Hardly the stuff those on income support and living in social housing can relate to is it? And yet she is endearingly popular. The gays love her because she brings just the right amount of glamour, decadence and big hair to the kitchen. Women love her because she translates being a 'Chelsea Housewife' to the tower block (and also because of the incident with the Saatchi strangler) and straight men love her for her two barely contained breasts. No one stirs a spoon, sucks on a finger or sears a scallop quite like Nigella.
She has all bases covered, even if she was freebasing cocaine - we'd still forgive her because she's like Snow White with an SW3 postcode. She's a Chelsea Princess and a gorgeous glamorous bundle of culinary delights. Jamie Oliver has his enlarged tongue, Gordon Ramsay has his filthy mouth but Nigella somehow manages to use her tongue and those lips like two red velvet pillow cases to illicit not only filthy sexual fantasies, but a strong desire to get into the kitchen and start whisking cream until it explodes into a frothy mess. From Pimlico to Pontypridd, Sloane Square to Sidcup, she's got every man reaching for his nuts and ready to give them a roasting.

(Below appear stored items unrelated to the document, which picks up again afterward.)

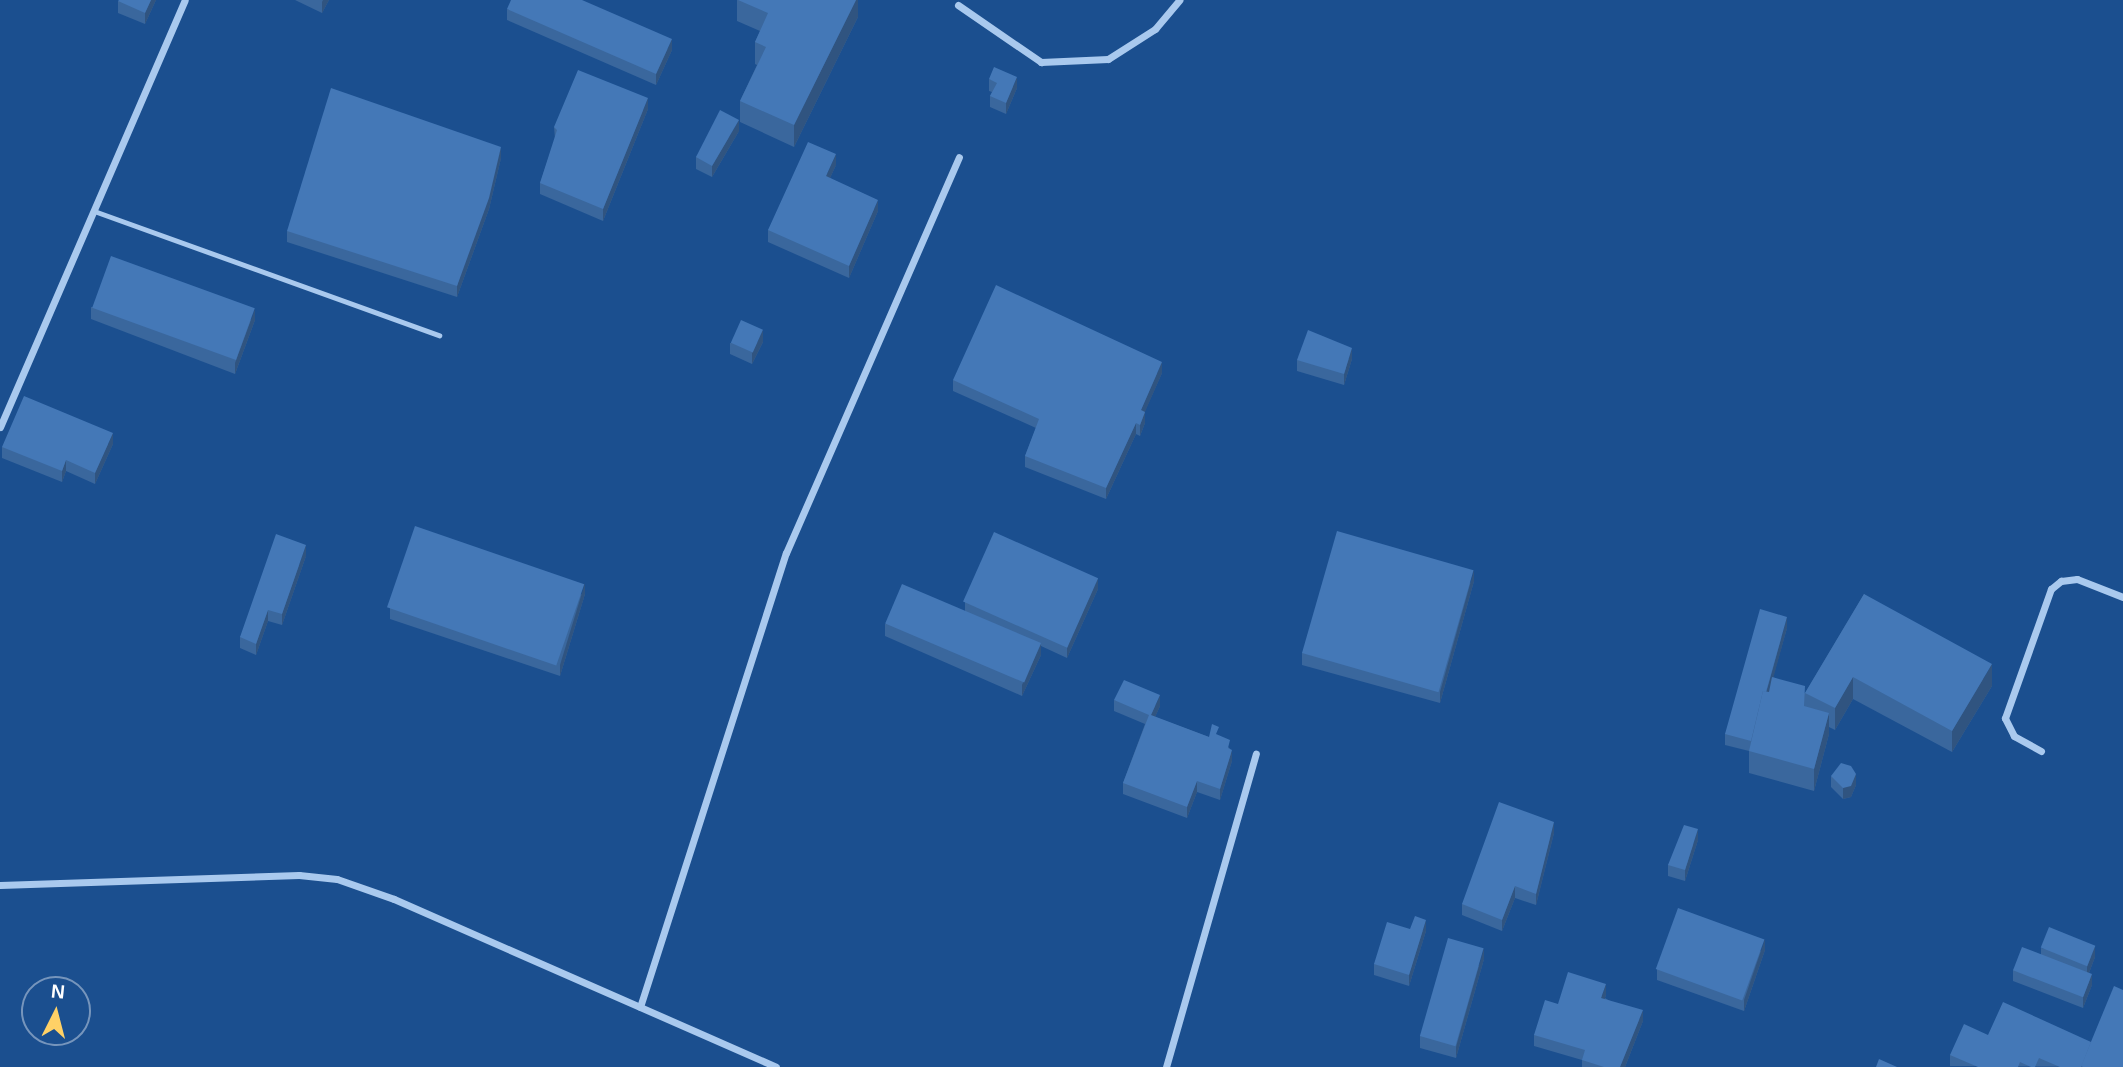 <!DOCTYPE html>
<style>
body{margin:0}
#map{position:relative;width:2123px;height:1067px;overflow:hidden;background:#1b4f8f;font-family:Arial,sans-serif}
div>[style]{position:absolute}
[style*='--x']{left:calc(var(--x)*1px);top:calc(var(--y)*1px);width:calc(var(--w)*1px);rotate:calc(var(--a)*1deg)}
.lane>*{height:5px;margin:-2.5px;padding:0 2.5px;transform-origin:2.5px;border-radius:2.5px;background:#a9c9ee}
.street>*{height:7px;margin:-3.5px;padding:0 3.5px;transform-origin:3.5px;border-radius:3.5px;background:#a9c9ee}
.wall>*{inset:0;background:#3a679d}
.shaded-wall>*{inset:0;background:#305480}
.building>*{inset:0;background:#4478b7;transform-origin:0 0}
span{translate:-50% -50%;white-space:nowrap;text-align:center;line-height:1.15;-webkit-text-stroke:5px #1b4f8f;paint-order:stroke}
.north{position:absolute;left:21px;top:976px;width:70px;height:70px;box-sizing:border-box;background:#1b4f8f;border:2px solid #7695bc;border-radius:50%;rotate:6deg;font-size:19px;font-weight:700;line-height:28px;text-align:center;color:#fff}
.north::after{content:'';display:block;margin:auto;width:24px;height:32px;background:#ffd166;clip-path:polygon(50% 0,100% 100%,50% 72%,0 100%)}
</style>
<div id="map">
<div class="lane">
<div style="--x:94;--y:211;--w:367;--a:19.8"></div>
</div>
<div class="street">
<div style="--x:958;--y:5;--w:101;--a:34.5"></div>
<div style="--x:1041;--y:62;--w:67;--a:-2.6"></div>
<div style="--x:1108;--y:59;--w:56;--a:-32.6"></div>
<div style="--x:1155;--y:29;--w:38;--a:-50"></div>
<div style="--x:0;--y:427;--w:465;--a:-66.6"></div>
<div style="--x:2041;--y:751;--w:31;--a:-151"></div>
<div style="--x:2014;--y:736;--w:20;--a:-117"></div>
<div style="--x:2005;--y:718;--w:137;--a:-70.4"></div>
<div style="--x:2051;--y:589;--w:13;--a:-39"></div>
<div style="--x:2061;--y:581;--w:16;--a:-7"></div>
<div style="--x:2077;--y:579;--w:49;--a:21.4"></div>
<div style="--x:0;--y:885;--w:299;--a:-1.9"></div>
<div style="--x:299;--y:875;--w:38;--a:6"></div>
<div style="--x:337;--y:879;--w:60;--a:19.3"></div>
<div style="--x:394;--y:899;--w:417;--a:23.7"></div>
<div style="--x:640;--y:1007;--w:477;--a:-72.2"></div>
<div style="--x:786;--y:553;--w:432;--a:-66.4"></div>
<div style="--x:1166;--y:1067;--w:326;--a:-74"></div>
</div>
<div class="wall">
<div style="clip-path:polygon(156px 0,145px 24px,118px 13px,118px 1px)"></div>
<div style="clip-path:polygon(295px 0,329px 0,322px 13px)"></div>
<div style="clip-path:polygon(737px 0,858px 0,858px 17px,794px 147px,740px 122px,740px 101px,757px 65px,755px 64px,755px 42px,760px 31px,737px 21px)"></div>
<div style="clip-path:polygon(507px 9px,672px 50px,656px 85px,507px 20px)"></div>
<div style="clip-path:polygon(989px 79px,1017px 88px,1006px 114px,990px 107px,990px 96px,992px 92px,989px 91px)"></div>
<div style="clip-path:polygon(648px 109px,603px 221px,540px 194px,540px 183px,555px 139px,554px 127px)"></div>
<div style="clip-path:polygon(739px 131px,712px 177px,696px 169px,696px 157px)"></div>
<div style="clip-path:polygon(501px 158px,489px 209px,457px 297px,287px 242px,287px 231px)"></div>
<div style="clip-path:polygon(836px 165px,830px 178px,878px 211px,849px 278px,768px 242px,768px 230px)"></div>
<div style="clip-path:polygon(91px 307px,255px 320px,235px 374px,91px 319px)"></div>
<div style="clip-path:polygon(763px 342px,752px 364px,730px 354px,730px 343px)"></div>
<div style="clip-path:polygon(1352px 359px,1344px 385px,1297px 371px,1297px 360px)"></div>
<div style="clip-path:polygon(1162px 373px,1145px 411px,1145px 423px,1140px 436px,1136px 434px,1106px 499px,1025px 467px,1025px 456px,1036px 428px,953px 391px,953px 380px)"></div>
<div style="clip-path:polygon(113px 444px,95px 484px,66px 471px,62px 482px,2px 458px,2px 447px)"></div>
<div style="clip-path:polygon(306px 556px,282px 625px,268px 621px,256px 655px,240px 648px,240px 637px)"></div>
<div style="clip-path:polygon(1474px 581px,1440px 703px,1302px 665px,1302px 653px)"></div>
<div style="clip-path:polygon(1098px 589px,1067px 658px,1041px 646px,1041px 655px,1022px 696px,885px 636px,885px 624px,965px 611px,965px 602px)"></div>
<div style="clip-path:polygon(585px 594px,560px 676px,390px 619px,390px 608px)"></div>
<div style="clip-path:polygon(1864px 594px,1992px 686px,1952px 752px,1853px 699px,1835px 730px,1829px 727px,1829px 734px,1814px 791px,1749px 773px,1749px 751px,1725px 745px,1725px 734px,1787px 628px,1773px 677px,1805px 693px)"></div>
<div style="clip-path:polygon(1114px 700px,1160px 706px,1155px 717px,1209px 737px,1219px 736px,1230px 749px,1232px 761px,1220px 800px,1197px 792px,1187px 818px,1123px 794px,1123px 783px,1145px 724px,1114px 711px)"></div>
<div style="clip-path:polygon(1831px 776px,1856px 785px,1851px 797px,1843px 799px,1831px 787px)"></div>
<div style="clip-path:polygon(1554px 833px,1536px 905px,1515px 898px,1502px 931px,1462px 915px,1462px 904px)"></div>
<div style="clip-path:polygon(1698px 840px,1685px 881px,1668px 876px,1668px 865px)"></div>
<div style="clip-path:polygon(1410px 929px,1426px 931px,1409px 986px,1374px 975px,1374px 964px)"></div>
<div style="clip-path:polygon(2041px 948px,2095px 957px,2089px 973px,2092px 985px,2083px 1008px,2013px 981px,2013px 970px,2041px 955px)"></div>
<div style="clip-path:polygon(1765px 950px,1744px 1011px,1657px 980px,1657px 969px)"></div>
<div style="clip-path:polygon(1484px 959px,1456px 1058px,1420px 1048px,1420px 1036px)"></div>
<div style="clip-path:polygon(1606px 995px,1605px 998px,1643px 1021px,1625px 1067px,1582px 1067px,1582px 1060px,1534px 1046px,1534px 1035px,1558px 1004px)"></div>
<div style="clip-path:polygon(1988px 1035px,2091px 1042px,2123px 1067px,1950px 1066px,1950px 1055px)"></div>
</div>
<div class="shaded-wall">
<div style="clip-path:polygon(151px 0,156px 0,145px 24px,145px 13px)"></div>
<div style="clip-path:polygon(323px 0,329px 0,322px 13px,322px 2px)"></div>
<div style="clip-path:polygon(856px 0,858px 0,858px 17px,794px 147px,794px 125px)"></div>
<div style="clip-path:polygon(672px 39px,672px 50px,656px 85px,656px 74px)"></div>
<div style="clip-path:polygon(1017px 77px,1017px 88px,1006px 114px,1006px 103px)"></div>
<div style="clip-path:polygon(648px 98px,648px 109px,603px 221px,603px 209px)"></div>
<div style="clip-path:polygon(739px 120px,739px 131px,712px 177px,712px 166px)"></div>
<div style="clip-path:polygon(501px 147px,501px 158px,489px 209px,457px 297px,457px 286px)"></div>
<div style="clip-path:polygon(836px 154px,836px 165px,826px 187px,826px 176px)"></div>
<div style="clip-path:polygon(878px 200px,878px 211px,849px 278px,849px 266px)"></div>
<div style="clip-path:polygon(255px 309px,255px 320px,235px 374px,235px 363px)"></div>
<div style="clip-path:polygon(763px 330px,763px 342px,752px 364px,752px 353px)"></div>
<div style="clip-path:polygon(1352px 348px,1352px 359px,1344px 385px,1344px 374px)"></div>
<div style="clip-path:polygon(1162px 362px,1162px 373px,1141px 421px,1141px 410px)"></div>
<div style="clip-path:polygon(1145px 412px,1145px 423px,1140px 436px,1140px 425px)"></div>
<div style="clip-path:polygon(1136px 423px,1136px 434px,1106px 499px,1106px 488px)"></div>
<div style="clip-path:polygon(113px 433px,113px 444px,95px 484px,95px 473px)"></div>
<div style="clip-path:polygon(66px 460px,66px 471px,62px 482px,62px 471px)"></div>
<div style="clip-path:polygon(306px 545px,306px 556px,282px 625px,282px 614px)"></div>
<div style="clip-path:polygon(1474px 570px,1474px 581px,1440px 703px,1440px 692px)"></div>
<div style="clip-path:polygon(1098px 578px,1098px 589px,1067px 658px,1067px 647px)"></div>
<div style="clip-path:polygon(585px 583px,585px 594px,560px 676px,560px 665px)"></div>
<div style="clip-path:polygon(268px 610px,268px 621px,256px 655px,256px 644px)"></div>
<div style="clip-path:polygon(1787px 617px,1787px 628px,1753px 752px,1753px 741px)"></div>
<div style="clip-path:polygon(1041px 644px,1041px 655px,1022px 696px,1022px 685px)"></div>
<div style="clip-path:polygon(1992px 664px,1992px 686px,1952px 752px,1952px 731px)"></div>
<div style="clip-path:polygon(1853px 677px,1853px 699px,1835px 730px,1835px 708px)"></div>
<div style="clip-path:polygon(1160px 695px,1160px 706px,1151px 726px,1151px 715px)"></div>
<div style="clip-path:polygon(1829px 713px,1829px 734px,1814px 791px,1814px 769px)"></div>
<div style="clip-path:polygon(1232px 750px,1232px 761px,1220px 800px,1220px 789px)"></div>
<div style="clip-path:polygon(1856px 774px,1856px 785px,1851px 797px,1843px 799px,1843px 788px)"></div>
<div style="clip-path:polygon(1197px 781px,1197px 792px,1187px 818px,1187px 807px)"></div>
<div style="clip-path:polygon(1554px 822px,1554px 833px,1536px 905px,1536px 894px)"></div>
<div style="clip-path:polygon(1698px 829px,1698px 840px,1685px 881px,1685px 870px)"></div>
<div style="clip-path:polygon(1515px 886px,1515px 898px,1502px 931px,1502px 920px)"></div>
<div style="clip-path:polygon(1426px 920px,1426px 931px,1409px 986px,1409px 975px)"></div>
<div style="clip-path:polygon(1765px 939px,1765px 950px,1744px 1011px,1744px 1000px)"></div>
<div style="clip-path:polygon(2095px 946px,2095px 957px,2087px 978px,2087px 967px)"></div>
<div style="clip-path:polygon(1484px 948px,1484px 959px,1456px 1058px,1456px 1047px)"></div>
<div style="clip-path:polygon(2092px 974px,2092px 985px,2083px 1008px,2083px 997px)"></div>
<div style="clip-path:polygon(1606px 984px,1606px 995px,1601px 1009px,1601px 998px)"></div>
<div style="clip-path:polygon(1643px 1010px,1643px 1021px,1625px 1067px,1620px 1067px)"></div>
</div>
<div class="building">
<div style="clip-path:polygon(119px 0,151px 0,145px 13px,118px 1px)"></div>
<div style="clip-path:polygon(511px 0,582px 0,672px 39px,656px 74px,507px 9px)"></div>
<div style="clip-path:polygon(738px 0,856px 0,794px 125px,740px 101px,766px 47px,755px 42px,768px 13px)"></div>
<div style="clip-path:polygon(994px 67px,1017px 77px,1006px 103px,990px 96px,997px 83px,989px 79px)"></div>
<div style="clip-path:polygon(578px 70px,648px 98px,603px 209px,540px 183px,557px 130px,554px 127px)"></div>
<div style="clip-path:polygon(331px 88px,501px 147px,489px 198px,457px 286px,287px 231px)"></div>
<div style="clip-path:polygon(720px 110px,739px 120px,712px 166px,696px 157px)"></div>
<div style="clip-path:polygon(808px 142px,836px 154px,826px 176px,878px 200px,849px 266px,768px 230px)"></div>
<div style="left:111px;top:256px;width:153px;height:55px;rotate:20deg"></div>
<div style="clip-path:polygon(996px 285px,1162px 362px,1141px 410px,1145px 412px,1140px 425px,1136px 423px,1106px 488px,1025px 456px,1039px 419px,953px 380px)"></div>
<div style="left:741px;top:320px;width:24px;height:25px;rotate:24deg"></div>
<div style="clip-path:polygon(1308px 330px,1352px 348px,1344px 374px,1297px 360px)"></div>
<div style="clip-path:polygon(24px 396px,113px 433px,95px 473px,66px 460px,62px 471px,2px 447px)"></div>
<div style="left:415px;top:526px;width:179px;height:86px;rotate:19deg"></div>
<div style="left:1337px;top:531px;width:142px;height:127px;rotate:16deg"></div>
<div style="left:994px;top:532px;width:114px;height:76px;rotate:24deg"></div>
<div style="clip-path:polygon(276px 534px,306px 545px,282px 614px,268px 610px,256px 644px,240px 637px)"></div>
<div style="left:902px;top:584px;width:151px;height:43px;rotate:23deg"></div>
<div style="clip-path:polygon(1864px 594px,1992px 664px,1952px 731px,1853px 677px,1835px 708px,1805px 693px)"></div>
<div style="clip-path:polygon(1760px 609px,1787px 617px,1766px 692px,1763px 691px,1751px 741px,1725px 734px)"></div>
<div style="clip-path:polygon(1772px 677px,1805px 686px,1804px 706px,1829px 713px,1814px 769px,1749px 751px,1763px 691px,1769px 692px)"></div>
<div style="clip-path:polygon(1124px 680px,1160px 695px,1151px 715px,1209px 737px,1212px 724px,1219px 727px,1216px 734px,1230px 740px,1228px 748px,1232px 750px,1220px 789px,1197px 781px,1187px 807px,1123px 783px,1149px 715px,1114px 700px)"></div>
<div style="clip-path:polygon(1841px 763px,1851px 766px,1856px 774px,1851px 786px,1843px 788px,1831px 776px)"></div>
<div style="clip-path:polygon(1499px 802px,1554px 822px,1536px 894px,1515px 886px,1502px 920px,1462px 904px)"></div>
<div style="clip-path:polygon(1684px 825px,1698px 829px,1685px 870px,1668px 865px)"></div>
<div style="left:1678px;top:908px;width:92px;height:65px;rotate:20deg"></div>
<div style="clip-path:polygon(1415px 916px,1426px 920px,1409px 975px,1374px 964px,1387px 922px,1410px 929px)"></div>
<div style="left:2049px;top:927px;width:50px;height:22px;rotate:22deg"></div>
<div style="left:1448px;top:938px;width:37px;height:102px;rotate:16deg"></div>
<div style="left:2022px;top:947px;width:75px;height:25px;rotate:21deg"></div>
<div style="clip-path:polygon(1568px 972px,1606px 984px,1601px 998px,1643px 1010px,1620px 1067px,1604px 1067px,1582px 1060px,1585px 1050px,1534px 1035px,1545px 1000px,1558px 1004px)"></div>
<div style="clip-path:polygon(2114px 986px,2123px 990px,2123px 1067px,2083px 1067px,2081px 1066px)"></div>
<div style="clip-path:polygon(2003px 1002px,2091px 1042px,2081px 1067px,2060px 1067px,2039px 1058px,2035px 1067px,2031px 1067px,2020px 1062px,2018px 1067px,1978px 1067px,1950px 1055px,1964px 1024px,1988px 1035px)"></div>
<div style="clip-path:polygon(1879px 1059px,1897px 1067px,1876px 1067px)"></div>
</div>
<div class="north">N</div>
</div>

According to Charles Saatchi, Nigella spent so much time abusing cocaine, prescription drugs and smoking marijuana that she allowed her assistants Elisabetta and Francesca Grillo to spend £685,000 on the company credit card. Now I've watched Nigella Lawson knocking up Christmas cakes and stuffing chickens in her kitchen, and although she does have a tendency to be a bit sloppy with the ingredients and end up with flour in her hair, she has never given the impression that she'd not be aware of her assistants wandering around the house in brand new mink coats or arriving for work dripping in diamonds and riding a white pony with wings.
I think the case against Elisabetta and Francesca Grillo has unleashed a vengeful beast in Charles Saatchi and given him an opportunity to take Nigella's rolling pin and verbally bash her with it. It seems like hell hath no fury than an art dealer / strangler scorned. He wants to smash Nigella's Souffle, mash her meringues and piss all over her exquisitely laid dining table. It seems the milk has turned sour, the cheese has gone off and somebody left the Saatchi cake out in the rain, and without Nigella, he'll never have that recipe again.
I'll be watching and listening intently to the animosity the case against those Grillo girls has generated between Charles Saatchi and Nigella Lawson, but in the meantime I'll be making the recipe for the 'Holiday Hotcake' that she tweeted yesterday (along with the #TeamNigella').
And as for Mr Saatchi? If you can't stand the heat Charles, please stay out of Nigella's kitchen and to those two thieving Grillo girls?